• [Task details]: Return the lines below that contain the word "circle".
▼▼▼
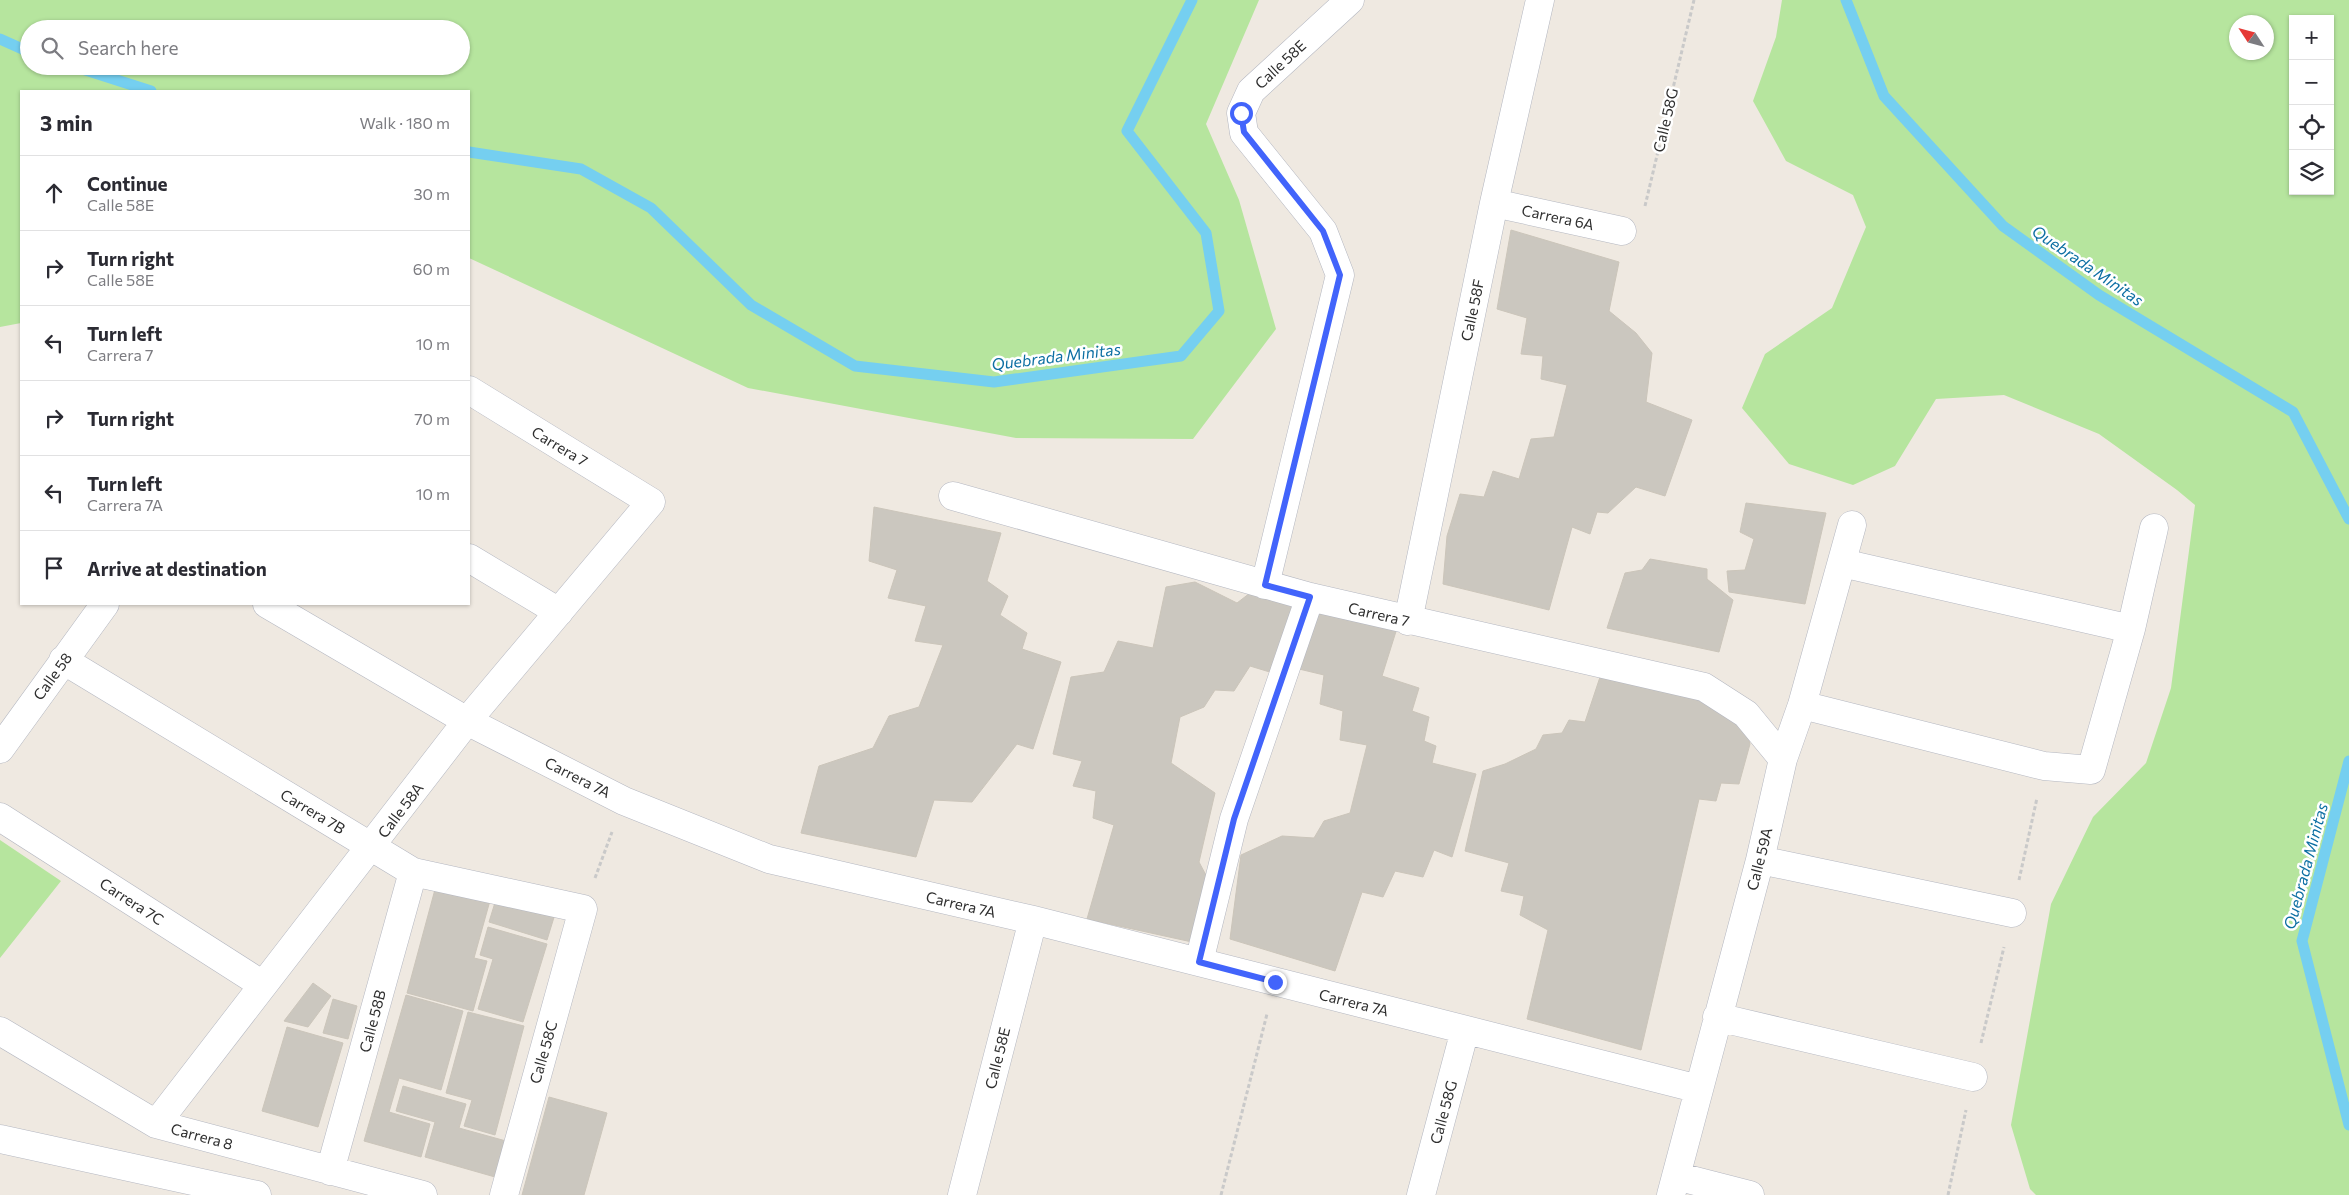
<!DOCTYPE html>
<meta charset="utf-8">
<style>
:root{--surface:#fff;--page:#f7f7f7;--text:#2b2b33;--muted:#7c7c81;--line:#e1e1e2}
body{margin:0;font-family:Commissioner,sans-serif;background:var(--page);color:var(--text)}
.controls{position:absolute;right:15px;top:15px;display:grid;overflow:hidden;border-radius:0px;box-shadow:0 1px 4px #0004}
.controls button{width:45px;height:45px;display:grid;place-items:center;padding:0;border:0;border-bottom:1px solid var(--line);background:var(--surface);color:var(--text);font:25px sans-serif}
.compass{position:absolute;left:2229px;top:15px;width:45px;height:45px;border-radius:50%;background:var(--surface);box-shadow:0 1px 4px #0004;rotate:306deg}
.stop{position:absolute;width:15px;height:15px;margin:-11px;border:4px solid #4264fb;border-radius:50%;background:#fff}
.stop.end{background:#4264fb;border-color:#fff;box-shadow:0 1px 5px #0008}
.list{margin:0;padding:0;list-style:none}
h2{display:flex;justify-content:space-between;align-items:center;height:65px;margin:0;padding:0 20px;font-size:21px}
h2 small{font-size:16px;font-weight:400;color:var(--muted)}
.list li{display:grid;grid-template-columns:32px 1fr auto;gap:15px;align-items:center;box-sizing:border-box;height:75px;padding:0 20px;border-top:1px solid var(--line)}
.list b{display:block;font-size:19px;white-space:nowrap}
.list p{margin:0;font-size:16px;white-space:nowrap;color:var(--muted)}
.list em{font-size:16px;font-style:normal;color:var(--muted)}
.icon{flex:none;width:28px;height:28px;fill:none;stroke:currentColor;stroke-width:2;stroke-linecap:round;stroke-linejoin:round}
.map{position:relative;flex:none;width:2349px;height:1195px;overflow:hidden}
.search{position:absolute;background:var(--surface);box-shadow:0 1px 4px #0004;left:20px;top:20px;width:450px;height:55px;display:flex;align-items:center;gap:12px;box-sizing:border-box;padding:0 18px;border-radius:28px;color:var(--muted);font-size:19px}
.panel{position:absolute;background:var(--surface);box-shadow:0 1px 4px #0004;left:20px;top:90px;width:450px;height:515px;border-radius:0px}
.map>svg:first-child{display:block}
</style>
<div class="map">
<svg width="2349" height="1195" viewBox="0 0 2349 1195">
<rect width="100%" height="100%" fill="#efe9e1"/>
<path fill="#b6e59e" fill-rule="evenodd" d="M0 0H1259L1206 124 1239 200 1276 329 1193 439 1016 438 748 388 469 258V91H21V323L0 327ZM29 29H461V66H29Z
M1782 0H2349V1195H2036L2030 1189 2011 1125 2051 904 2093 817 2146 763 2171 688 2195 505 2177 490 2099 434 2004 395 1936 399 1895 466 1853 485 1789 464 1742 408 1765 354 1832 308 1866 227 1853 195 1786 161 1753 101 1776 37ZM2293 19H2330V191H2293ZM2266 22V52H2236V22Z
M0 840 61 881 0 958Z"/>
<g fill="none" stroke-linecap="round" stroke-linejoin="round">
<path stroke="#75cff0" stroke-width="11" d="M1846 0 1884 96 2003 226 2099 295 2293 412 2349 519
M0 39 29 52
M73 66 151 91
M469 152 581 169 651 208 751 305 855 366 994 382 1181 356 1219 311 1206 233 1127 131 1192 0
M2349 761 2302 941 2349 1125"/>
</g>
<path fill="#cbc7bf" stroke="#cbc5ba" d="M1511 230 1619 262 1609 311 1636 333 1652 353 1646 402 1692 420 1665 496 1636 487 1608 513 1597 512 1590 534 1572 527 1549 610 1443 584 1447 536 1460 494 1484 497 1493 471 1519 479 1531 439 1554 437 1567 385 1541 379 1543 356 1521 354 1527 318 1497 309Z
M1746 503 1826 513 1805 604 1729 592 1727 571 1745 570 1754 539 1740 532Z
M874 507 1001 533 987 581 1008 596 1000 615 1027 633 1022 649 1061 662 1033 749 1017 744 972 802 934 800 916 857 801 833 819 766 873 748 889 716 919 707 943 645 915 641 926 606 888 598 897 570 869 561Z
M1650 559 1707 569V579L1733 600 1719 652 1607 628 1625 573 1642 570Z
M1195 582 1237 603 1250 593 1296 603 1273 673 1250 666 1234 691 1215 690 1204 707 1180 717 1171 763 1215 793 1199 862 1208 879 1192 942 1087 919 1114 825 1093 818 1096 791 1073 786 1082 761 1053 754 1071 677 1104 672 1118 641 1153 648 1166 587Z
M1317 608 1398 625 1382 676 1419 688 1412 711 1429 717 1424 741 1436 746 1432 763 1476 774 1452 857 1434 850 1423 877 1395 871 1383 897 1362 892 1335 971 1230 939 1241 855 1282 836 1314 838 1324 821 1350 813 1367 745 1340 740 1343 711 1320 704 1324 675 1299 669Z
M1600 677 1676 688 1742 717 1750 744 1739 784 1721 783 1716 801 1699 799 1641 1050 1527 1019 1548 930 1520 915 1524 896 1501 891 1509 863 1465 851 1483 771 1505 764 1536 749 1543 735 1562 733 1569 720 1585 722Z
M437 882 491 897 474 958 487 961 473 1011 407 993Z
M497 896 555 914 547 940 489 922Z
M488 927 547 944 523 1022 478 1009 493 959 480 955Z
M313 983 331 996 308 1027 284 1021Z
M406 995 463 1011 441 1090 399 1078 389 1112 430 1124 421 1157 364 1141Z
M333 999 357 1006 348 1039 323 1033Z
M468 1012 524 1026 495 1135 464 1126 472 1100 446 1093Z
M287 1027 343 1043 318 1127 262 1111Z
M403 1086 466 1104 459 1128 506 1141 495 1177 425 1157 435 1122 396 1111Z
M549 1097 607 1113 584 1195H522Z"/>
<g fill="none" stroke-linecap="round" stroke-linejoin="round">
<g stroke="#b4b7c1" stroke-width="29">
<path id="minor" d="M1494 203 1622 231
M953 496 1310 597 1704 687 1746 714 1783 759
M469 558 559 612
M1842 563 2131 629
M1265 585 1340 275 1323 231 1244 133 1241 113 1251 91 1350 0
M267 604 467 721 624 801 769 859 1033 920 1699 1089
M1408 621 1494 203 1540 0
M63 660 413 872 583 909 504 1195
M1802 705 2044 766 2091 770 2131 629 2154 528
M0 749 105 604
M0 817 263 985
M1760 860 2012 913
M1199 962 1234 819 1310 597
M1717 1017 1973 1077
M0 1031 156 1124 423 1195
M156 1124 467 721 651 502 469 390
M0 1139 257 1195
M330 1171 413 872
M1676 1176 1750 1195
M962 1195 1033 920
M1421 1195 1465 1030
M1671 1195 1760 860 1783 759 1802 705 1852 525"/>
</g>
<path stroke="#c9c9c9" stroke-width="3" stroke-dasharray="4 2.5" stroke-linecap="butt" d="M1645 206 1694 0
M595 878 612 832
M2019 880 2037 798
M1981 1043 2004 947
M1221 1195 1267 1014
M1948 1195 1966 1110"/>
<use href="#minor" stroke="#fff" stroke-width="28"/>
</g>
<g fill="none" stroke-linecap="round" stroke-linejoin="round">
<path stroke="#4264fb" stroke-width="6" d="M1241 113 1244 132 1323 231 1340 275 1265 585 1310 597 1234 819 1199 962 1275 982"/>
</g>
<g text-anchor="middle" dominant-baseline="central" stroke-width="5" stroke-linejoin="round" paint-order="stroke">
<g font-size="15" fill="#2e2e2e" stroke="#fff">
<text transform="translate(1280 64) rotate(-43)">Calle 58E</text>
<text transform="translate(1665 120) rotate(-77)">Calle 58G</text>
<text transform="translate(1558 217) rotate(12)">Carrera 6A</text>
<text transform="translate(1472 310) rotate(-78)">Calle 58F</text>
<text transform="translate(560 446) rotate(31)">Carrera 7</text>
<text transform="translate(1379 614) rotate(13)">Carrera 7</text>
<text transform="translate(52 676) rotate(-54)">Calle 58</text>
<text transform="translate(578 777) rotate(27)">Carrera 7A</text>
<text transform="translate(400 810) rotate(-53)">Calle 58A</text>
<text transform="translate(313 811) rotate(31)">Carrera 7B</text>
<text transform="translate(1759 859) rotate(-76)">Calle 59A</text>
<text transform="translate(132 901) rotate(33)">Carrera 7C</text>
<text transform="translate(961 904) rotate(13)">Carrera 7A</text>
<text transform="translate(1354 1002) rotate(14)">Carrera 7A</text>
<text transform="translate(372 1021) rotate(-75)">Calle 58B</text>
<text transform="translate(543 1052) rotate(-74)">Calle 58C</text>
<text transform="translate(997 1058) rotate(-76)">Calle 58E</text>
<text transform="translate(1443 1112) rotate(-75)">Calle 58G</text>
<text transform="translate(202 1136) rotate(15)">Carrera 8</text>
</g>
<g font-size="16" font-style="italic" fill="#0d6fa3" stroke="#fff">
<text transform="translate(2088 265) rotate(34)">Quebrada Minitas</text>
<text transform="translate(1056 356) rotate(-7)">Quebrada Minitas</text>
<text transform="translate(2305 866) rotate(-75)">Quebrada Minitas</text>
</g>
</g>
</svg>
<div class="controls">
<button>+</button>
<button>−</button>
<button><svg class="icon" aria-label="locate" viewBox="0 0 24 24"><circle cx="12" cy="12" r="6"/><path d="M12 2v4M12 18v4M2 12h4M18 12h4"/></svg></button>
<button><svg class="icon" aria-label="layers" viewBox="0 0 24 24"><path d="M12 4l9 5-9 5-9-5zM3 14l9 5 9-5"/></svg></button>
</div>
<svg class="compass" viewBox="-18 -18 36 36"><path d="M0-13l5 13h-10z" fill="#e53935"/><path d="M0 13l5-13h-10z" fill="#7c7c81"/></svg>
<div class="stop" style="left:1241px;top:113px"></div>
<div class="stop end" style="left:1275px;top:982px"></div>
<div class="search"><svg class="icon" aria-label="search" viewBox="0 0 24 24"><circle cx="10" cy="10" r="6"/><path d="M15 15l6 6"/></svg>Search here</div>
<section class="panel">
<h2>3 min<small>Walk · 180 m</small></h2>
<ul class="list">
<li><svg class="icon" aria-label="ahead" viewBox="0 0 24 24"><path d="M12 20V5M6 11l6-6 6 6"/></svg><div><b>Continue</b><p>Calle 58E</p></div><em>30 m</em></li>
<li><svg class="icon" aria-label="right" viewBox="0 0 24 24"><path d="M7 20v-9h11M14 6l5 5-5 5"/></svg><div><b>Turn right</b><p>Calle 58E</p></div><em>60 m</em></li>
<li><svg class="icon" aria-label="left" viewBox="0 0 24 24"><path d="M17 20v-9H6M10 6l-5 5 5 5"/></svg><div><b>Turn left</b><p>Carrera 7</p></div><em>10 m</em></li>
<li><svg class="icon" aria-label="right" viewBox="0 0 24 24"><path d="M7 20v-9h11M14 6l5 5-5 5"/></svg><div><b>Turn right</b></div><em>70 m</em></li>
<li><svg class="icon" aria-label="left" viewBox="0 0 24 24"><path d="M17 20v-9H6M10 6l-5 5 5 5"/></svg><div><b>Turn left</b><p>Carrera 7A</p></div><em>10 m</em></li>
<li><svg class="icon" aria-label="arrive" viewBox="0 0 24 24"><path d="M6 21V4h12l-3 4 3 4H6"/></svg><div><b>Arrive at destination</b></div></li>
</ul>
</section>
</div>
▲▲▲
• [Task answer]:
<button><svg class="icon" aria-label="locate" viewBox="0 0 24 24"><circle cx="12" cy="12" r="6"/><path d="M12 2v4M12 18v4M2 12h4M18 12h4"/></svg></button>
<div class="search"><svg class="icon" aria-label="search" viewBox="0 0 24 24"><circle cx="10" cy="10" r="6"/><path d="M15 15l6 6"/></svg>Search here</div>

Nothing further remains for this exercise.